(Records from a dataset)
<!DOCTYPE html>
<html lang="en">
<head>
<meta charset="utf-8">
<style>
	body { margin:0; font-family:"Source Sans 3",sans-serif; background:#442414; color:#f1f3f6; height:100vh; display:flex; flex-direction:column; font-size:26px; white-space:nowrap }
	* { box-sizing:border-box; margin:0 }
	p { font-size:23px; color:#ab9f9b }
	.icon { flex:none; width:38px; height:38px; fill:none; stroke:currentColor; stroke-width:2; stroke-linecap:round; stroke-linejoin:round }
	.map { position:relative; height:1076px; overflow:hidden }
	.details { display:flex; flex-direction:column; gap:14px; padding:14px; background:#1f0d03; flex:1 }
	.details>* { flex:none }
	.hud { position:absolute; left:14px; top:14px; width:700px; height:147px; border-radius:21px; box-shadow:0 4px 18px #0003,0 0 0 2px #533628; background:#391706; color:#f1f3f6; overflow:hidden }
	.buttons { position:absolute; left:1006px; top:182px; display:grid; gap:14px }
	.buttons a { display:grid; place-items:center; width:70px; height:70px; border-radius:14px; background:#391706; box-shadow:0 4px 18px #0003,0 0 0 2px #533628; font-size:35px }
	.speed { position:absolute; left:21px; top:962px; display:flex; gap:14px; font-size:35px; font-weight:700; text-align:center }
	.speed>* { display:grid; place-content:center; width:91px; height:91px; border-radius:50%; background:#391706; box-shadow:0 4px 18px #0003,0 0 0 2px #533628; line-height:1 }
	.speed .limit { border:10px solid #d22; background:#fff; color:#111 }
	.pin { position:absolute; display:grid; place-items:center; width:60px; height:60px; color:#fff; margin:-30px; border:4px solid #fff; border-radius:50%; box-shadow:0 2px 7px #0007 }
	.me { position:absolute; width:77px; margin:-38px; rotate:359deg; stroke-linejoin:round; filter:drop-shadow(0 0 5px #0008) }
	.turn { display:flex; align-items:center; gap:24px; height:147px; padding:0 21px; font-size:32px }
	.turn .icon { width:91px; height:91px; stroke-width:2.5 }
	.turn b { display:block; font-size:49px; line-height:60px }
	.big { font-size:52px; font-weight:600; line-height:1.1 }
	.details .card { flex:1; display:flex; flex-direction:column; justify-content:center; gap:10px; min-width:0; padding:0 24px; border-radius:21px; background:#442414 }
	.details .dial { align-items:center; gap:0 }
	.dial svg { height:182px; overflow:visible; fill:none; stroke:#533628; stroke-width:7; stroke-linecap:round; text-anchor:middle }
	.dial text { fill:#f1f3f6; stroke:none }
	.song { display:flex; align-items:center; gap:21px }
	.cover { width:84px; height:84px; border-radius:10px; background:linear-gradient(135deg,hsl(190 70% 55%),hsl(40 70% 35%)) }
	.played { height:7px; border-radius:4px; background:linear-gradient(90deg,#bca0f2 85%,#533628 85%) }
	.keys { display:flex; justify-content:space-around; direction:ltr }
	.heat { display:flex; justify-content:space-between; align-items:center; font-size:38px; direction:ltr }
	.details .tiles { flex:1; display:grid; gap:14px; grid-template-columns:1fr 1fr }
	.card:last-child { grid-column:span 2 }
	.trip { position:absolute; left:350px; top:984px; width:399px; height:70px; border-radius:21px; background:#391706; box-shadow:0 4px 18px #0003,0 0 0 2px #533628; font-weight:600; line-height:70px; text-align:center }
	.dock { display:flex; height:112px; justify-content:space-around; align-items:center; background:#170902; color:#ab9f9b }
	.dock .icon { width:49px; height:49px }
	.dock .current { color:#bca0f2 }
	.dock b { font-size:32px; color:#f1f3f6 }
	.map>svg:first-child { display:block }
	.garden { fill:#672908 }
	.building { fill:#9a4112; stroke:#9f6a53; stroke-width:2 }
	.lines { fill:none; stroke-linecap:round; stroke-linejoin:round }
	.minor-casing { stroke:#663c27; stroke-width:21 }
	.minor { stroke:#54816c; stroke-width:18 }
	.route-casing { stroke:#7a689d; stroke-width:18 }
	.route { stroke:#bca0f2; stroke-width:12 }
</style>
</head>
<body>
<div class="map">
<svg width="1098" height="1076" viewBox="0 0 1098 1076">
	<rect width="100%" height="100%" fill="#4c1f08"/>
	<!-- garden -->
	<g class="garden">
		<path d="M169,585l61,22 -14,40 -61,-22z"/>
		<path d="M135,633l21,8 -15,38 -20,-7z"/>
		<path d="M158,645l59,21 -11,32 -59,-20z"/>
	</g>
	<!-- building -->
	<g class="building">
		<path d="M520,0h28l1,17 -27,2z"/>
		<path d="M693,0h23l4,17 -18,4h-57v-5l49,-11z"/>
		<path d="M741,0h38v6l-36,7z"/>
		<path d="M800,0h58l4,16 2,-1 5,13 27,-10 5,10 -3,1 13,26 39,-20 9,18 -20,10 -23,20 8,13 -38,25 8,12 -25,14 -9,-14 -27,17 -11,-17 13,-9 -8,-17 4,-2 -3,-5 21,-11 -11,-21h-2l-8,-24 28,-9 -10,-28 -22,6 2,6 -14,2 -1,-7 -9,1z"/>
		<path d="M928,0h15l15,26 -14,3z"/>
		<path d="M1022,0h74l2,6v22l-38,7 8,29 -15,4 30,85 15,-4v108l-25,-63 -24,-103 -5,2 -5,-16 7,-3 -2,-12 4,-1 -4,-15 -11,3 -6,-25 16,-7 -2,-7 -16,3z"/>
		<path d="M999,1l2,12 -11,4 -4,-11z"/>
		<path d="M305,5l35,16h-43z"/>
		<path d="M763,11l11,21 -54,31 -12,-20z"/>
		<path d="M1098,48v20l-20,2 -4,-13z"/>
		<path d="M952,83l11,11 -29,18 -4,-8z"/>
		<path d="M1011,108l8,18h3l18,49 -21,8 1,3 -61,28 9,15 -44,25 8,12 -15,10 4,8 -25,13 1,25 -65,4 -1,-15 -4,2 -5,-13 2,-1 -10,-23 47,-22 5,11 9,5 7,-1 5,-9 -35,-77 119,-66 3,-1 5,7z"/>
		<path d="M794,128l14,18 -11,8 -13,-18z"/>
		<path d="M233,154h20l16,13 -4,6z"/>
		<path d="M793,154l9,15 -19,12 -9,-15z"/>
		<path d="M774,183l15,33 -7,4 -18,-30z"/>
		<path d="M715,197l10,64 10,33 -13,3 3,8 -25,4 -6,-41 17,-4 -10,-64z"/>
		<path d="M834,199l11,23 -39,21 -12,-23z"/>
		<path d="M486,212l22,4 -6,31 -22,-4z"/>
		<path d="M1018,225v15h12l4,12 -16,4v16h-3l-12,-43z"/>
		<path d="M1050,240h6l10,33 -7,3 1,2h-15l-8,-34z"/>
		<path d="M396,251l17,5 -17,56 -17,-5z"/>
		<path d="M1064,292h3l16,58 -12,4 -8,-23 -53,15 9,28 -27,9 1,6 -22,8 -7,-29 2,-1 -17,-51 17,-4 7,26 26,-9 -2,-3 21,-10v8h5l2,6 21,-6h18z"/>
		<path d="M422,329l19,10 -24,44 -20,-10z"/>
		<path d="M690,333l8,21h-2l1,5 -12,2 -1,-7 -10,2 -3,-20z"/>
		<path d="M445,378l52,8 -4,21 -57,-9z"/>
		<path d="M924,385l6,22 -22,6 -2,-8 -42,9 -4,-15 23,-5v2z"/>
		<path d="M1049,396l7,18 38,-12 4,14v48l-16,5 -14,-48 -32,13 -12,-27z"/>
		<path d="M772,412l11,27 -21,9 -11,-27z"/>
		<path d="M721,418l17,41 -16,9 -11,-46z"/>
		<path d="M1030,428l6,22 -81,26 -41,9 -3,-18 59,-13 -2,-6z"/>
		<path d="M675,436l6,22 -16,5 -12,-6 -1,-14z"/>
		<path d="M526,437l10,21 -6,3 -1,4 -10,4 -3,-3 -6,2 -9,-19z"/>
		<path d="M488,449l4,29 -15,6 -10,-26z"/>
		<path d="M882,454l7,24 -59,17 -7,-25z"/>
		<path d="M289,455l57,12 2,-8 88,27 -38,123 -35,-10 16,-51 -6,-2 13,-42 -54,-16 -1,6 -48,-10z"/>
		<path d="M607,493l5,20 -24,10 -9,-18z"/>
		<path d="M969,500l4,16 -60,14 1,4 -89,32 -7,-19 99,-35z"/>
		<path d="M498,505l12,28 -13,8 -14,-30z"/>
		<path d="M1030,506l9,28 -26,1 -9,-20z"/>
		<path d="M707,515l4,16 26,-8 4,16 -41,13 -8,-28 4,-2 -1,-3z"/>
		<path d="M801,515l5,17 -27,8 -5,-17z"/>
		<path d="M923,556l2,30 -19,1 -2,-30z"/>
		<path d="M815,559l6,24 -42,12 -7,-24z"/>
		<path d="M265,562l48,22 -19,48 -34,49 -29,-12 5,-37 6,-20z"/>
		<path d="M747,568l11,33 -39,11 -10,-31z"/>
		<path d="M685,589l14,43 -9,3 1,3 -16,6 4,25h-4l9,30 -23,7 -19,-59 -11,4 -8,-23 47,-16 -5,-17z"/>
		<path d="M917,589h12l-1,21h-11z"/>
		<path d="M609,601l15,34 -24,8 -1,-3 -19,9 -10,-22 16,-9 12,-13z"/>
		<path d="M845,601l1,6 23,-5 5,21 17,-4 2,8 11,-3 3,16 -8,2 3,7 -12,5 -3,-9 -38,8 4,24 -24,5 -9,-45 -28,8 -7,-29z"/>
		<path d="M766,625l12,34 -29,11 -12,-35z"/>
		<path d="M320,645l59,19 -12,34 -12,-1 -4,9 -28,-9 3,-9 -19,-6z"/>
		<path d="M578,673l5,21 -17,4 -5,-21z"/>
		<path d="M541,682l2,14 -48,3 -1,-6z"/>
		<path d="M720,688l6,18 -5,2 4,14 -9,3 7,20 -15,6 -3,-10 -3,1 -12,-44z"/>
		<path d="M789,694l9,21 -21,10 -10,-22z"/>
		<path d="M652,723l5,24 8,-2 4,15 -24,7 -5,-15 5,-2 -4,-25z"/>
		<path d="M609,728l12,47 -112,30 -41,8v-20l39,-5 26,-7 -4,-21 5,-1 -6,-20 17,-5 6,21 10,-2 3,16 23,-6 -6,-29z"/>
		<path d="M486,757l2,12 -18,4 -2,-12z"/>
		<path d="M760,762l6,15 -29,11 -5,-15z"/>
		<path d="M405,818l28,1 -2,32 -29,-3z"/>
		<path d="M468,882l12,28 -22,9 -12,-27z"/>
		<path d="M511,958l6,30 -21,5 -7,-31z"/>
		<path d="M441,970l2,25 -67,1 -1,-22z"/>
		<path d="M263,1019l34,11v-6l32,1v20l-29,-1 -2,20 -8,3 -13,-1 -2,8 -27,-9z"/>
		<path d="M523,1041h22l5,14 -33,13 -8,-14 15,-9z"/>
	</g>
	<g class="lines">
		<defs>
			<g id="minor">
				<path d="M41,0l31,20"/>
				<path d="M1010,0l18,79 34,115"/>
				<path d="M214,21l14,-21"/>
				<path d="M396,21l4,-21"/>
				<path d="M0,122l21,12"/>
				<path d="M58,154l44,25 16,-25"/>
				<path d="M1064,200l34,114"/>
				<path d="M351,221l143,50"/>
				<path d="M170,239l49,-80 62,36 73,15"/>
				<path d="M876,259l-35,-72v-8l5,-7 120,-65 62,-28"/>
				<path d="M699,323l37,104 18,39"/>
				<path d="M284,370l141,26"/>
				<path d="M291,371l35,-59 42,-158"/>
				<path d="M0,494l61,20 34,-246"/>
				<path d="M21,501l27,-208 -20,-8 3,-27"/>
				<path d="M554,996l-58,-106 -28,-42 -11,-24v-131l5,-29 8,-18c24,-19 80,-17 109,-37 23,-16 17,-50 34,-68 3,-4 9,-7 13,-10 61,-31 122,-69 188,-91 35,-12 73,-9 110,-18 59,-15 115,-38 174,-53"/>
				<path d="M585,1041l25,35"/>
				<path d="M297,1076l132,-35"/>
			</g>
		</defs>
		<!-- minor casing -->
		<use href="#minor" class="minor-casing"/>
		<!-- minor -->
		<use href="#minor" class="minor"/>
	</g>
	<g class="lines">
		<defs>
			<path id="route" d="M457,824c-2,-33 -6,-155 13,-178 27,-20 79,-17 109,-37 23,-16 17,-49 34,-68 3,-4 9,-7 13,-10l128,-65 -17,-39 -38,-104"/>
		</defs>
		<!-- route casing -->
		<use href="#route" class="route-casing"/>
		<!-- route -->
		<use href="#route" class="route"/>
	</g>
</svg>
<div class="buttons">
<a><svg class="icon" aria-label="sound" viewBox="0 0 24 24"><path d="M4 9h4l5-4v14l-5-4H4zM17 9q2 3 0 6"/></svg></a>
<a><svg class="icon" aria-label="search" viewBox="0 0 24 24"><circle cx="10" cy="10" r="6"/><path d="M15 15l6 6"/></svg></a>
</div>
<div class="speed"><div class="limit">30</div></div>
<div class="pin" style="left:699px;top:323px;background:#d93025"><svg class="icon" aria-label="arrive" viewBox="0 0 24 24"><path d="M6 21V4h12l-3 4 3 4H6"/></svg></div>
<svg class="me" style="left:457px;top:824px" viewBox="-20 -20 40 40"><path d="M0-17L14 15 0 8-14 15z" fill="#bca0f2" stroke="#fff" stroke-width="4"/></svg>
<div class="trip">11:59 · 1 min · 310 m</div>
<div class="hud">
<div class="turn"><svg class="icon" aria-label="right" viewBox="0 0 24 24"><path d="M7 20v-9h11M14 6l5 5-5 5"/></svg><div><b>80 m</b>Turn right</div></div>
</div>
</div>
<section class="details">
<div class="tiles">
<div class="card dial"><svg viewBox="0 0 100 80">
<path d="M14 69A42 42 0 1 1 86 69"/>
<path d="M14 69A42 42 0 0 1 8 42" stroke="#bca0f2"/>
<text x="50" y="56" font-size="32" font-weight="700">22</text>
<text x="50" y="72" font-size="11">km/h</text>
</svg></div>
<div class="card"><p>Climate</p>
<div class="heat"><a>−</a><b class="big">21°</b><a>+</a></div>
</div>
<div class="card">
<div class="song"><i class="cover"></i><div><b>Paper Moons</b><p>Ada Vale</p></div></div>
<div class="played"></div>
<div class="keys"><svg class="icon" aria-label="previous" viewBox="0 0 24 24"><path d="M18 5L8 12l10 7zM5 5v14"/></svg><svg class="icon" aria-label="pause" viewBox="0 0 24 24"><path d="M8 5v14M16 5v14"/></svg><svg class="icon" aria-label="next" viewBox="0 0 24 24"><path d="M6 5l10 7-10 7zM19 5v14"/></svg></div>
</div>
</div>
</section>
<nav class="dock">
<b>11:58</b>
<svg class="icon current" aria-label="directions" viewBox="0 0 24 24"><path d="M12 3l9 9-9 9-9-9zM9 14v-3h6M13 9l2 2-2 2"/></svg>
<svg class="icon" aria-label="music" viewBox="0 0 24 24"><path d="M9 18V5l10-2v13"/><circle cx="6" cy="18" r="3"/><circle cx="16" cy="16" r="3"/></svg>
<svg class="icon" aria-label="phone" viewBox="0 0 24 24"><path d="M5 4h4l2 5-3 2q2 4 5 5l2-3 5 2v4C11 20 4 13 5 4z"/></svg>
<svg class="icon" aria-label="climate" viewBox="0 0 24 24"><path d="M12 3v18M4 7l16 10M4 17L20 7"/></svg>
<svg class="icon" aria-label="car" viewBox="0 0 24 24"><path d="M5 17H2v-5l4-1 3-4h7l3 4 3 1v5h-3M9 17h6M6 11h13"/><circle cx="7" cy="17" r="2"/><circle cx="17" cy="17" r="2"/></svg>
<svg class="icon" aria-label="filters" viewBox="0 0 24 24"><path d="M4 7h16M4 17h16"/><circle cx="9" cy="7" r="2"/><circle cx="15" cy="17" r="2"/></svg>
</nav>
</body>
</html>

- [What needs to be done]:
Filtering the entries above by the word "route", copy each line that matches.

- [Result]:
	.route-casing { stroke:#7a689d; stroke-width:18 }
	.route { stroke:#bca0f2; stroke-width:12 }
			<path id="route" d="M457,824c-2,-33 -6,-155 13,-178 27,-20 79,-17 109,-37 23,-16 17,-49 34,-68 3,-4 9,-7 13,-10l128,-65 -17,-39 -38,-104"/>
		<!-- route casing -->
		<use href="#route" class="route-casing"/>
		<!-- route -->
		<use href="#route" class="route"/>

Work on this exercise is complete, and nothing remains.